Workflow Specification Reference

This page documents all data models used in workflow specification files. Workflow specs can be written in YAML, JSON, JSON5, or KDL formats.

WorkflowSpec

The top-level container for a complete workflow definition.

Name	Type	Default	Description
`name`	string	required	Name of the workflow
`user`	string	current user	User who owns this workflow
`description`	string	none	Description of the workflow
`project`	string	none	Project name or identifier for grouping workflows
`metadata`	string	none	Arbitrary metadata as JSON string
`parameters`	map<string, string>	none	Shared parameters that can be used by jobs and files via `use_parameters`
`variables`	map<string, string>	none	Workflow-level constants substituted via `{name}` into every string field
`env`	map<string, string>	none	Environment variables exported for every job in the workflow
`jobs`	[JobSpec]	required	Jobs that make up this workflow
`files`	[FileSpec]	none	Files associated with this workflow
`user_data`	[UserDataSpec]	none	User data associated with this workflow
`resource_requirements`	[ResourceRequirementsSpec]	none	Resource requirements available for this workflow
`failure_handlers`	[FailureHandlerSpec]	none	Failure handlers available for this workflow
`slurm_schedulers`	[SlurmSchedulerSpec]	none	Slurm schedulers available for this workflow
`slurm_defaults`	SlurmDefaultsSpec	none	Default Slurm parameters to apply to all schedulers
`resource_monitor`	ResourceMonitorConfig	none	Resource monitoring configuration
`actions`	[WorkflowActionSpec]	none	Actions to execute based on workflow/job state transitions
`use_pending_failed`	boolean	false	Use PendingFailed status for failed jobs (enables AI-assisted recovery)
`execution_config`	ExecutionConfig	none	Execution mode and termination settings
`compute_node_wait_for_new_jobs_seconds`	integer	none	Compute nodes wait for new jobs this long before exiting
`compute_node_ignore_workflow_completion`	boolean	false	Compute nodes hold allocations even after workflow completes
`compute_node_wait_for_healthy_database_minutes`	integer	none	Compute nodes wait this many minutes for database recovery
`enable_ro_crate`	boolean	false	Enable automatic RO-Crate provenance tracking
`access_groups`	[string]	none	Access group names granted shared access to this workflow on creation

Examples with project, metadata, and shared environment

The project and metadata fields are useful for organizing and categorizing workflows. For more detailed guidance on organizing workflows, see Organizing and Managing Workflows.

Use the top-level env map to export environment variables for every job in the workflow.

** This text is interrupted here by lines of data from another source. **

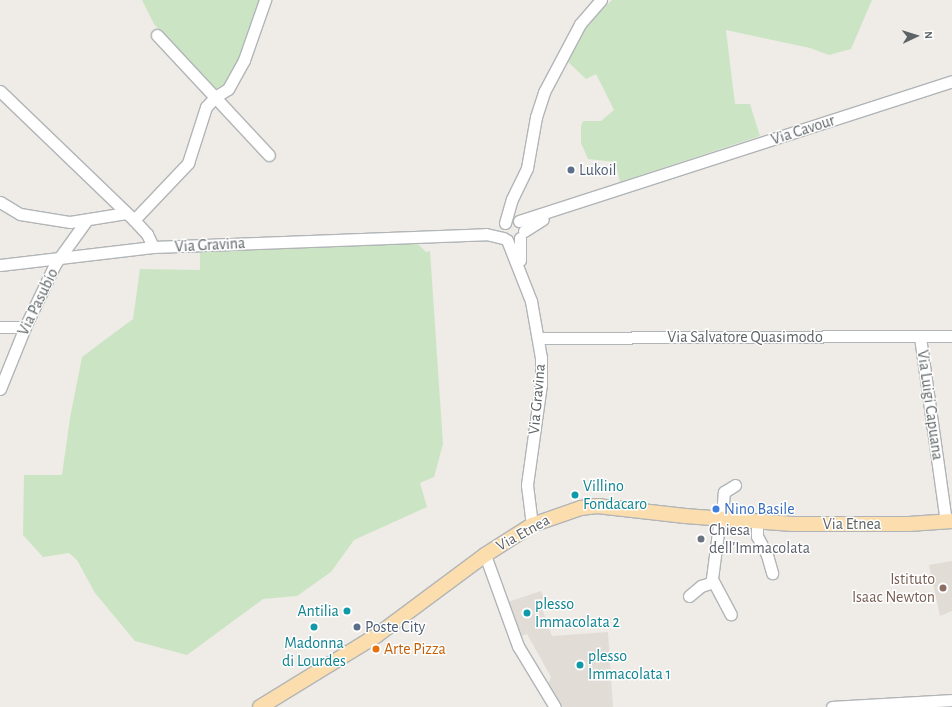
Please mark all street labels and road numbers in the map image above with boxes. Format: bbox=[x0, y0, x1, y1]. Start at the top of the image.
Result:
street label: Via Cavour bbox=[769, 111, 837, 149]
street label: Via Gravina bbox=[174, 234, 246, 256]
street label: Via Pasubio bbox=[14, 265, 62, 339]
street label: Via Salvatore Quasimodo bbox=[667, 327, 823, 347]
street label: Via Luigi Capuana bbox=[913, 349, 947, 461]
street label: Via Gravina bbox=[524, 363, 550, 435]
street label: Via Etnea bbox=[493, 510, 553, 556]
street label: Via Etnea bbox=[823, 514, 881, 534]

Jobs can also define their own env map to add variables or override workflow-level values with the same key.

YAML example:

name: "ml_training_workflow"
project: "customer-churn-prediction"
metadata: '{"environment":"staging","version":"1.0.0","team":"ml-engineering"}'
description: "Train and evaluate churn prediction model"
env:
  DATA_ROOT: "/scratch/churn"
  LOG_LEVEL: "info"
jobs:
  - name: "preprocess"
    command: "python preprocess.py"
  - name: "train"
    command: "python train.py"
    env:
      LOG_LEVEL: "debug"
    depends_on: ["preprocess"]

JSON example:

{
  "name": "data_pipeline",
  "project": "analytics-platform",
  "metadata": "{\"cost_center\":\"eng-data\",\"priority\":\"high\"}",
  "description": "Daily data processing pipeline",
  "env": {
    "DATA_ROOT": "/scratch/analytics",
    "LOG_LEVEL": "info"
  },
  "jobs": [
    {
      "name": "extract",
      "command": "python extract.py",
      "env": {
        "LOG_LEVEL": "debug"
      }
    }
  ]
}

Declare access_groups on the spec to grant teammates access at creation time instead of running torc access-groups add-workflow afterwards. Each name must match an existing group; an unknown name fails the create with a 422 and the workflow row is not created.

name: shared_workflow
access_groups:
  - naerm
  - data-team
jobs:
  - name: analyze
    command: python analyze.py

Use torc access-groups add-workflow / remove-workflow for post-creation changes; the YAML field is a declarative shortcut, not the ongoing-management API.

JobSpec

Defines a single computational task within a workflow.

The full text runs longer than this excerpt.